◆ YOUR INSTRUCTIONS
In the data below, locate each line with the word "nowrap" and list it.

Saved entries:
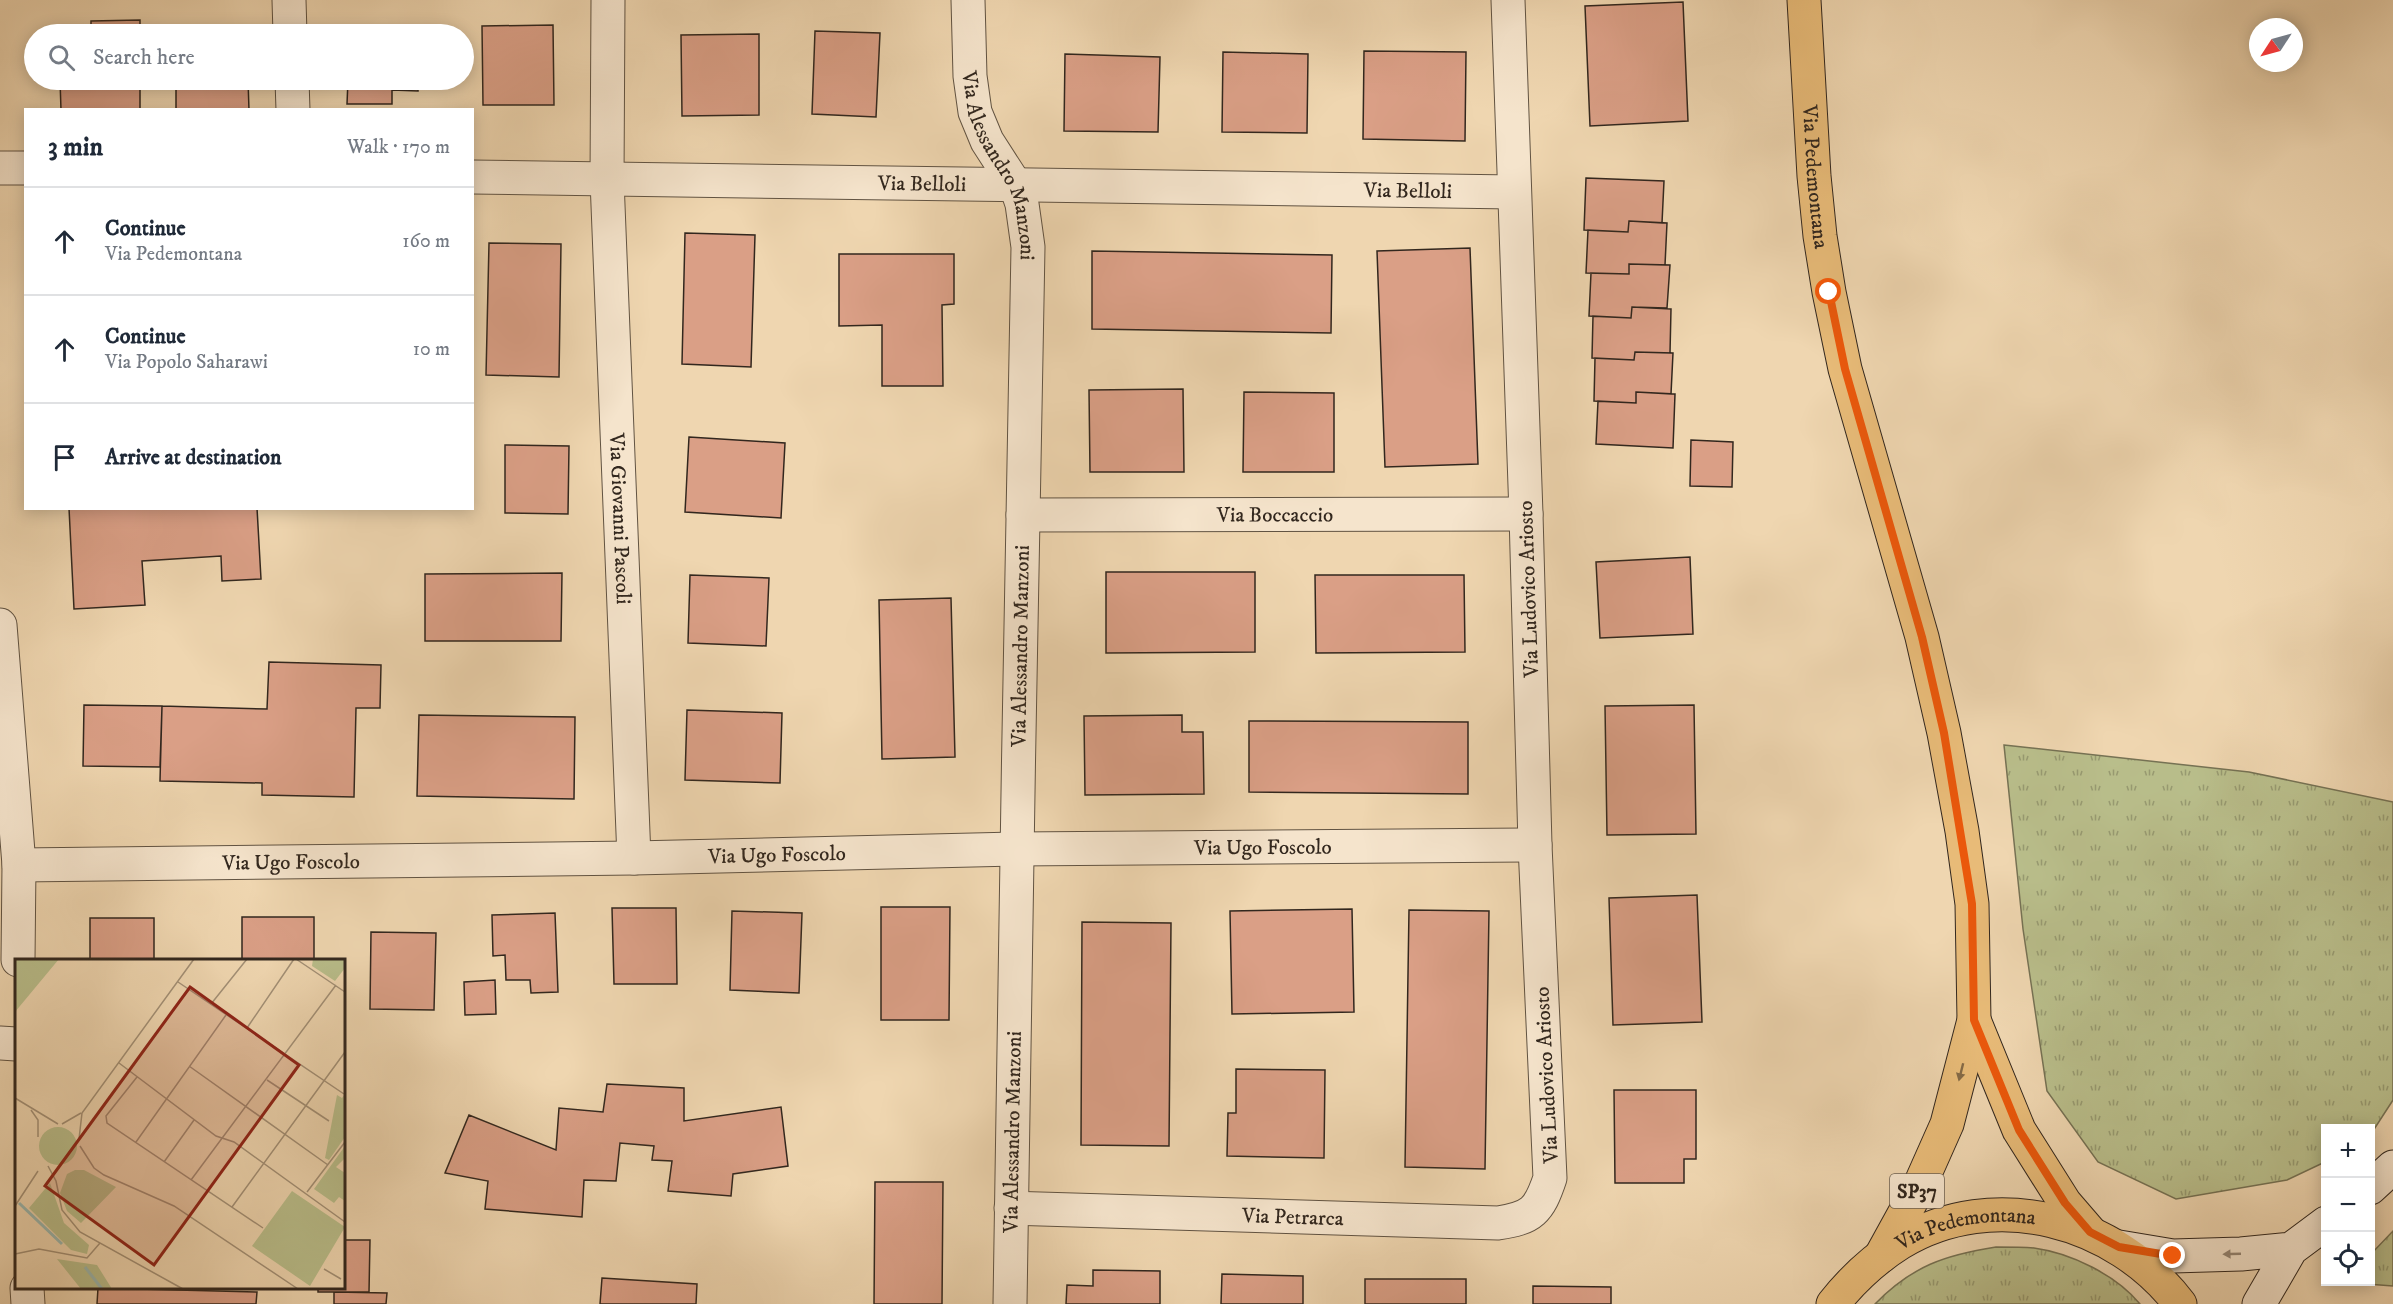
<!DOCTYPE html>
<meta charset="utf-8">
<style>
body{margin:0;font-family:"IM FELL DW Pica",serif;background:#f2f2f3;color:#1f2937}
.controls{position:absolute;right:18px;bottom:18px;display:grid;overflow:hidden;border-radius:0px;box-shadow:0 3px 15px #0003}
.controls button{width:54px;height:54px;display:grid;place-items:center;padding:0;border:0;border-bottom:2px solid #e0e1e3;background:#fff;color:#1f2937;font:30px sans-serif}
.compass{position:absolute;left:2249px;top:18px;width:54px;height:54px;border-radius:50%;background:#fff;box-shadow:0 3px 15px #0003;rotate:234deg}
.stop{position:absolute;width:18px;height:18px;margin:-14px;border:4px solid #ea580c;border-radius:50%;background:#fff}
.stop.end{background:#ea580c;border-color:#fff;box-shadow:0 2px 6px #0008}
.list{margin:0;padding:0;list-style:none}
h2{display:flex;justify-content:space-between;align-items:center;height:78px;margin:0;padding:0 24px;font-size:26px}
h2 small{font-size:20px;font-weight:400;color:#747a83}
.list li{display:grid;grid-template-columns:39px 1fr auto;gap:18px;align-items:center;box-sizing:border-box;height:108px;padding:0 24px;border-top:2px solid #e0e1e3}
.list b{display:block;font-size:22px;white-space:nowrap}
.list p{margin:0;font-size:20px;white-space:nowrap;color:#747a83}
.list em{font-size:20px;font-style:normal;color:#747a83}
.icon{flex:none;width:33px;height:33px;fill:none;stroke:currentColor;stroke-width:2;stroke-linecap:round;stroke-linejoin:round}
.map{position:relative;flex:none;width:2393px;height:1304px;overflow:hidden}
.search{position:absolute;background:#fff;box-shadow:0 3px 15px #0003;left:24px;top:24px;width:450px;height:66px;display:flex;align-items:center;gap:15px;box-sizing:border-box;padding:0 21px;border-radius:33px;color:#747a83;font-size:22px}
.panel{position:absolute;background:#fff;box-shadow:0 3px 15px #0003;left:24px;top:108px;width:450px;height:402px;border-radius:0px}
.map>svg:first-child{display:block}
.grass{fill:url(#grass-tufts);stroke:#767254;stroke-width:1.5}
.building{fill:#da9f86;stroke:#32271e;stroke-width:1.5}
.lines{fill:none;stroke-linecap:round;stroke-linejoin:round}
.street-casing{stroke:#615342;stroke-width:35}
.secondary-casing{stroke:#32271e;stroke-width:35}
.primary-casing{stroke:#32271e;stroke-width:35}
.street{stroke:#f5e4cc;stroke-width:33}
.secondary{stroke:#f5e4cc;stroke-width:33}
.primary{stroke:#e8bb78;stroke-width:33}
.oneway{fill:#846a46}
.oneway2{fill:#948675}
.route{stroke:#ea580c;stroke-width:8}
.labels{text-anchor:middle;stroke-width:5;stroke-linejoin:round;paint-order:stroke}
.shield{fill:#f5e4cc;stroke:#6c6052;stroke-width:1.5}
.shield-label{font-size:20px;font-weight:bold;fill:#32271e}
.street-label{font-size:21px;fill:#32271e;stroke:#f5e4cc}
.inset-river{fill:none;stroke:#9ab8b0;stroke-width:3}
.inset-road{fill:none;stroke:#a39076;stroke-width:1.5}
.view{fill:#8f2418;fill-opacity:0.15;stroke:#8f2418;stroke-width:3}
.inset-edge{fill:none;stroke:#32271e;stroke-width:3}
</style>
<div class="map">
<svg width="2393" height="1304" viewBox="0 0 2393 1304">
<defs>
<pattern id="grass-tufts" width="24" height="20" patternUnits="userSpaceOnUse" patternTransform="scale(1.5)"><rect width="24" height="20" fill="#b9be8b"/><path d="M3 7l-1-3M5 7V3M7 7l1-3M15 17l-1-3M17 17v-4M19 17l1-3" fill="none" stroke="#979a71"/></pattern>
</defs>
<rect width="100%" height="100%" fill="#efd6b0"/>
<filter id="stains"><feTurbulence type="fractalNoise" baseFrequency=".00333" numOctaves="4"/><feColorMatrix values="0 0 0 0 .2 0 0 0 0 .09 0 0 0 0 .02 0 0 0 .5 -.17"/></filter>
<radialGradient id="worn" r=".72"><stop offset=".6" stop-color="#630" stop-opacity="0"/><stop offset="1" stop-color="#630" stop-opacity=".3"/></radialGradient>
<!-- grass -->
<path class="grass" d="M 2004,745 L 2249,772 L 2393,802 L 2393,1100 L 2371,1134 L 2370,1128 L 2326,1128 L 2325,1162 L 2287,1180 L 2176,1199 L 2098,1162 L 2047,1091 L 2023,929 Z
M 2393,1231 L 2393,1286 L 2341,1282 L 2370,1282 L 2371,1254 Z
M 1996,1247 C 2009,1247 2022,1247 2034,1248 C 2071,1253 2116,1275 2140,1304 L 1875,1304 C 1912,1266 1945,1255 1996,1247 Z"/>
<!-- building -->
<path class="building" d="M 1683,2 L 1688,121 L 1590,126 L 1585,6 Z
M 140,20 L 140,34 L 91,34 L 91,21 Z
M 553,25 L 554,105 L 483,105 L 482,26 Z
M 815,31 L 880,33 L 876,117 L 812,114 Z
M 759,34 L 759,115 L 682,116 L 681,35 Z
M 1364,51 L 1466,52 L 1465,141 L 1363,139 Z
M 1223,52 L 1308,54 L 1307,133 L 1222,132 Z
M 1065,54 L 1160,57 L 1158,132 L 1064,131 Z
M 60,80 L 140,80 L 140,110 L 61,110 Z
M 176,80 L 248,80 L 249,110 L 176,110 Z
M 348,80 L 418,80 L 418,91 L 392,90 L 392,104 L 347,104 Z
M 1586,178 L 1664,181 L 1662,223 L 1629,221 L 1628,232 L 1584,230 Z
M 1629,221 L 1667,223 L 1665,265 L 1629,264 L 1629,274 L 1586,273 L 1588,230 L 1628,232 Z
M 685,233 L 755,235 L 751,367 L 682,364 Z
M 489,243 L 561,244 L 559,377 L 486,375 Z
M 1470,248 L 1478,464 L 1385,467 L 1377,251 Z
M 1092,251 L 1332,255 L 1331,333 L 1092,329 Z
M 839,254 L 954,254 L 954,304 L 942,305 L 943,386 L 882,386 L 882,325 L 839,326 Z
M 1629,264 L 1670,265 L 1667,308 L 1632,307 L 1631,318 L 1589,316 L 1591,273 L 1629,274 Z
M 1632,307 L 1671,309 L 1670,353 L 1635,352 L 1634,360 L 1592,358 L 1593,316 L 1631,318 Z
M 1635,352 L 1673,353 L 1671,394 L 1636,392 L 1636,403 L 1594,401 L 1595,358 L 1634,360 Z
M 1183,389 L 1184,472 L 1090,472 L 1089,390 Z
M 1244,392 L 1334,393 L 1334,472 L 1243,472 Z
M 1636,392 L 1675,394 L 1673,448 L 1596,444 L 1598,401 L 1636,403 Z
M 689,437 L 785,443 L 781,518 L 685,512 Z
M 1691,440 L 1733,442 L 1732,487 L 1690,486 Z
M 505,445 L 569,446 L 568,514 L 505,513 Z
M 69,508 L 257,508 L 261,579 L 222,581 L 221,556 L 142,561 L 145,605 L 74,609 Z
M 1690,557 L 1693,634 L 1600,638 L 1596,562 Z
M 1106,572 L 1255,572 L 1255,652 L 1106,653 Z
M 562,573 L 561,641 L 425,641 L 425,574 Z
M 690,575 L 769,578 L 766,646 L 688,643 Z
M 1315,575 L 1464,575 L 1465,652 L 1316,653 Z
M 951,598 L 955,757 L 882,759 L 879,600 Z
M 269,662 L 381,665 L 380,708 L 356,708 L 354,797 L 262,795 L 262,783 L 160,781 L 162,706 L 267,709 Z
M 84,705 L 162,706 L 160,767 L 83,766 Z
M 1694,705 L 1696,834 L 1607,835 L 1605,706 Z
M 687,710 L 782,713 L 780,783 L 685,780 Z
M 419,715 L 575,717 L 574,799 L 417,796 Z
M 1182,715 L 1182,732 L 1203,732 L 1204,794 L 1085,795 L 1084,716 Z
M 1249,721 L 1468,722 L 1468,794 L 1249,792 Z
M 1697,895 L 1702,1022 L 1613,1025 L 1609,898 Z
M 881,907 L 950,907 L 949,1020 L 881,1020 Z
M 612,908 L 676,908 L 677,984 L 614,984 Z
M 1352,909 L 1354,1012 L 1232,1014 L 1230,911 Z
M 1409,910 L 1489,911 L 1485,1169 L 1405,1167 Z
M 732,911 L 802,913 L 799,993 L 730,990 Z
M 555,913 L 558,992 L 531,993 L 530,980 L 506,980 L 505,955 L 493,956 L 492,915 Z
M 242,917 L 314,917 L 314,960 L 242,960 Z
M 90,918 L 154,918 L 154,960 L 90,960 Z
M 1082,922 L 1171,923 L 1169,1146 L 1081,1145 Z
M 371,932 L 436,933 L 434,1010 L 370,1009 Z
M 495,980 L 496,1014 L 465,1015 L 464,982 Z
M 1236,1069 L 1325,1070 L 1324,1158 L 1227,1156 L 1228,1113 L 1236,1113 Z
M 607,1084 L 684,1088 L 684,1121 L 781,1107 L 788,1166 L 733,1174 L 731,1196 L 668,1191 L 672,1161 L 652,1160 L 654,1146 L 620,1143 L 616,1181 L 584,1180 L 582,1217 L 485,1209 L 488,1181 L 445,1173 L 469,1115 L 556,1150 L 559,1108 L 603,1112 Z
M 1614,1090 L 1696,1090 L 1696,1159 L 1684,1159 L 1684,1183 L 1615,1183 Z
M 875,1182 L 943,1182 L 942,1304 L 874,1304 Z
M 344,1240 L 370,1240 L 369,1292 L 318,1292 L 318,1288 L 344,1288 Z
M 1093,1270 L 1160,1271 L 1160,1304 L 1066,1304 L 1067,1285 L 1093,1286 Z
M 1222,1274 L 1303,1276 L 1303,1304 L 1221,1304 Z
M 602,1278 L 697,1284 L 696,1304 L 600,1304 Z
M 1365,1279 L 1466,1279 L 1466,1304 L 1365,1304 Z
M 1533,1286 L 1611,1287 L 1611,1304 L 1533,1304 Z
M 98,1288 L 257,1292 L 256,1304 L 97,1304 Z
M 334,1292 L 387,1293 L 386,1304 L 334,1304 Z"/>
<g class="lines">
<!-- street casing -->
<g class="street-casing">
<g id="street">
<path d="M 289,0 L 290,34"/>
<path id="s1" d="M 608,0 L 607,180 L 634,858"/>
<path id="s2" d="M 968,0 L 970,76 L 975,112 L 987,141 L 1016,186 L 1022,204 L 1028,247 C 1022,599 1014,952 1010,1304"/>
<path d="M 292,80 L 293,110"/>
<path d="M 0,168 L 26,168"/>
<path id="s3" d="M 472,177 L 1514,192"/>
<path id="s4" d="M 1023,515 L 1526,514"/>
<path d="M 0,625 L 19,865 L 18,960"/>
<path id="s5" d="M 19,865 L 634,858 L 1015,849 L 1535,845"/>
<path d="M 0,1043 L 16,1044"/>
<path id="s6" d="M 1011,1208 L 1498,1223 C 1532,1218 1539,1211 1550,1178 L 1535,845 L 1526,514 L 1508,0"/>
<path d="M 27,1288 L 28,1304"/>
</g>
</g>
<!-- secondary casing -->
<g class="secondary-casing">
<path id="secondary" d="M 2370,1188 L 2393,1167
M 2119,1247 L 2173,1256 L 2241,1254 L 2291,1249
M 2259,1304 L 2291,1249 L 2326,1223"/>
</g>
<!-- primary casing -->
<g class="primary-casing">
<g id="primary">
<path id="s7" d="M 1804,0 L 1814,176 L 1820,236 L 1829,292 L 1845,369 L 1922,637 L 1944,733 L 1962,831 L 1972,904 L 1974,1020 L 1947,1124 L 1919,1187 L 1881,1256"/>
<path d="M 1974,1020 L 2019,1130 L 2065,1203 L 2090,1232"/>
<path id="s8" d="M 1833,1304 C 1852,1280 1873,1260 1900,1243 C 1994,1186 2116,1220 2180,1304"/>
</g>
</g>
<!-- street -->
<use href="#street" class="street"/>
<!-- secondary -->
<use href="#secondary" class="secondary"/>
<!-- primary -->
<use href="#primary" class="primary"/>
</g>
<!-- one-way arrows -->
<defs><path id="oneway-solid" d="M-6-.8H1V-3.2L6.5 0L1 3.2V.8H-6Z" transform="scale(1.5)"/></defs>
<use class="oneway" href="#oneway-solid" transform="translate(1961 1072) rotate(104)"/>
<use class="oneway2" href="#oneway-solid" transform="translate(2232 1254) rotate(178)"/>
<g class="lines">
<!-- route -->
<path class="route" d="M 1829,292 L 1845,369 L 1922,637 L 1944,733 L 1972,904 L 1974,1020 L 2019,1130 L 2065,1203 L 2090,1232 L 2119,1247 L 2173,1256"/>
</g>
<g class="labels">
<!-- shield labels -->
<rect class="shield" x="1890" y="1174" width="54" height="34" rx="4.5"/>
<g class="shield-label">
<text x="1917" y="1198">SP37</text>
</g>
<!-- street labels -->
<g class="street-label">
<text dy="7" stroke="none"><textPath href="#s2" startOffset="172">Via Alessandro Manzoni</textPath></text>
<text dy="7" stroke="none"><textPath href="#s7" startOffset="177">Via Pedemontana</textPath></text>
<text dy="7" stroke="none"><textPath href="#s3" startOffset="450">Via Belloli</textPath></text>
<text dy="7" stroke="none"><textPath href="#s3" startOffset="936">Via Belloli</textPath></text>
<text dy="7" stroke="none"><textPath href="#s4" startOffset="252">Via Boccaccio</textPath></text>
<text dy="7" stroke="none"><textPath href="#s1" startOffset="519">Via Giovanni Pascoli</textPath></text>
<text transform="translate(1528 589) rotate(-92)" y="7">Via Ludovico Ariosto</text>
<text transform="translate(1020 646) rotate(-89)" y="7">Via Alessandro Manzoni</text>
<text dy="7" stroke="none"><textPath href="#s5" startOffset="1244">Via Ugo Foscolo</textPath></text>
<text dy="7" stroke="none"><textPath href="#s5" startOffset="758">Via Ugo Foscolo</textPath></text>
<text dy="7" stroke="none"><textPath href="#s5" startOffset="272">Via Ugo Foscolo</textPath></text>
<text transform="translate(1546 1075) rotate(-93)" y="7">Via Ludovico Ariosto</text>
<text transform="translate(1012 1132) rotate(-89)" y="7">Via Alessandro Manzoni</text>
<text dy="7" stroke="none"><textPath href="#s6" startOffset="282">Via Petrarca</textPath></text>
<text dy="7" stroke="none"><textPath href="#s8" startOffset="160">Via Pedemontana</textPath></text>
</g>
</g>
<!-- overview -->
<g transform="translate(15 959)">
<rect width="330" height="330" fill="#efd6b0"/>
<path d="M24 187a19 19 0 1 1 38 0a19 19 0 1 1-38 0ZM 60,211 L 69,211 L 101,228 L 66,264 L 52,252 L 45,234 L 52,215 ZM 35,224 L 49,264 L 74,286 L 72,295 L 56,291 L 14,249 Z" fill="#b9be8b"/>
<path d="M 0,0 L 44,0 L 0,53 ZM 42,300 L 82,306 L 97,330 L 66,330 Z" fill="#b9be8b"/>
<path d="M 298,0 L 330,0 L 330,9 L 320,22 L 297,7 ZM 330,135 L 330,178 L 314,201 L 310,199 L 322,136 L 327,139 ZM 330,187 L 330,199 L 321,208 L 330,214 L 330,242 L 324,238 L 319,244 L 299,230 ZM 277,232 L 330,268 L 295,327 L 237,287 Z" fill="#b9be8b"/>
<path class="inset-river" d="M 4,244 L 47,285M 70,308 L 87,330"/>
<path class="inset-road" d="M 281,0 L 330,33M 163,23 L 329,135M 196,45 L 232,0M 232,69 L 279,0M 104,104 L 201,177 L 219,183 L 330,263M 174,107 L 313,206M 122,118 L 91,157 L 92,164 L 248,269M 252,121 L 314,162M 0,139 L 43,165M 16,151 L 23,161 L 23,178M 47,165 L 66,154M 64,180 L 67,154 L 179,0M 121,183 L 211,56M 65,187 L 79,209 L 89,216 L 159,247 L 283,330M 149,203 L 179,161M 33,207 L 41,222 L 47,251 L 65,273 L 168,330M 176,221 L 321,26M 292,233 L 330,183M 0,247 L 23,212M 217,248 L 330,93M 0,295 L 24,290 L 72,299 L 85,284M 309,310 L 326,320"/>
<path class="view" d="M 175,28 L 284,106 L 139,306 L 30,227 Z"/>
<rect width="330" height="330" class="inset-edge"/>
</g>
<rect width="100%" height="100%" filter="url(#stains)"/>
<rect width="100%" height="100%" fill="url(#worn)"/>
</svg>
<div class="controls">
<button>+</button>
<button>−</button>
<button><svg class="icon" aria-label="locate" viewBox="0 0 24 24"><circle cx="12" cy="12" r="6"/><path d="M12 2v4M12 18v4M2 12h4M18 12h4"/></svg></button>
</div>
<svg class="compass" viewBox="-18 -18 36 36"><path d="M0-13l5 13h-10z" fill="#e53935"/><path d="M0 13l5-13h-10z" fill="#747a83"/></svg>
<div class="stop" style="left:1829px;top:292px"></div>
<div class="stop end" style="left:2173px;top:1256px"></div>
<div class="search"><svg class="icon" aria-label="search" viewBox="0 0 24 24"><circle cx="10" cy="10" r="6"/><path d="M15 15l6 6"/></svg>Search here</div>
<section class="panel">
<h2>3 min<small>Walk · 170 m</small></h2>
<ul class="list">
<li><svg class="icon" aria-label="ahead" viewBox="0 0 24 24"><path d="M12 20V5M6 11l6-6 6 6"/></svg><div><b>Continue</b><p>Via Pedemontana</p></div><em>160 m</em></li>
<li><svg class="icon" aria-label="ahead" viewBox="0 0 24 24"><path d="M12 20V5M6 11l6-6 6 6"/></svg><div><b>Continue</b><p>Via Popolo Saharawi</p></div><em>10 m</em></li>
<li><svg class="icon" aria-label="arrive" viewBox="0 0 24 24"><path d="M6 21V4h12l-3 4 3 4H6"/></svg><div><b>Arrive at destination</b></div></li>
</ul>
</section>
</div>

◆ RESULT
.list b{display:block;font-size:22px;white-space:nowrap}
.list p{margin:0;font-size:20px;white-space:nowrap;color:#747a83}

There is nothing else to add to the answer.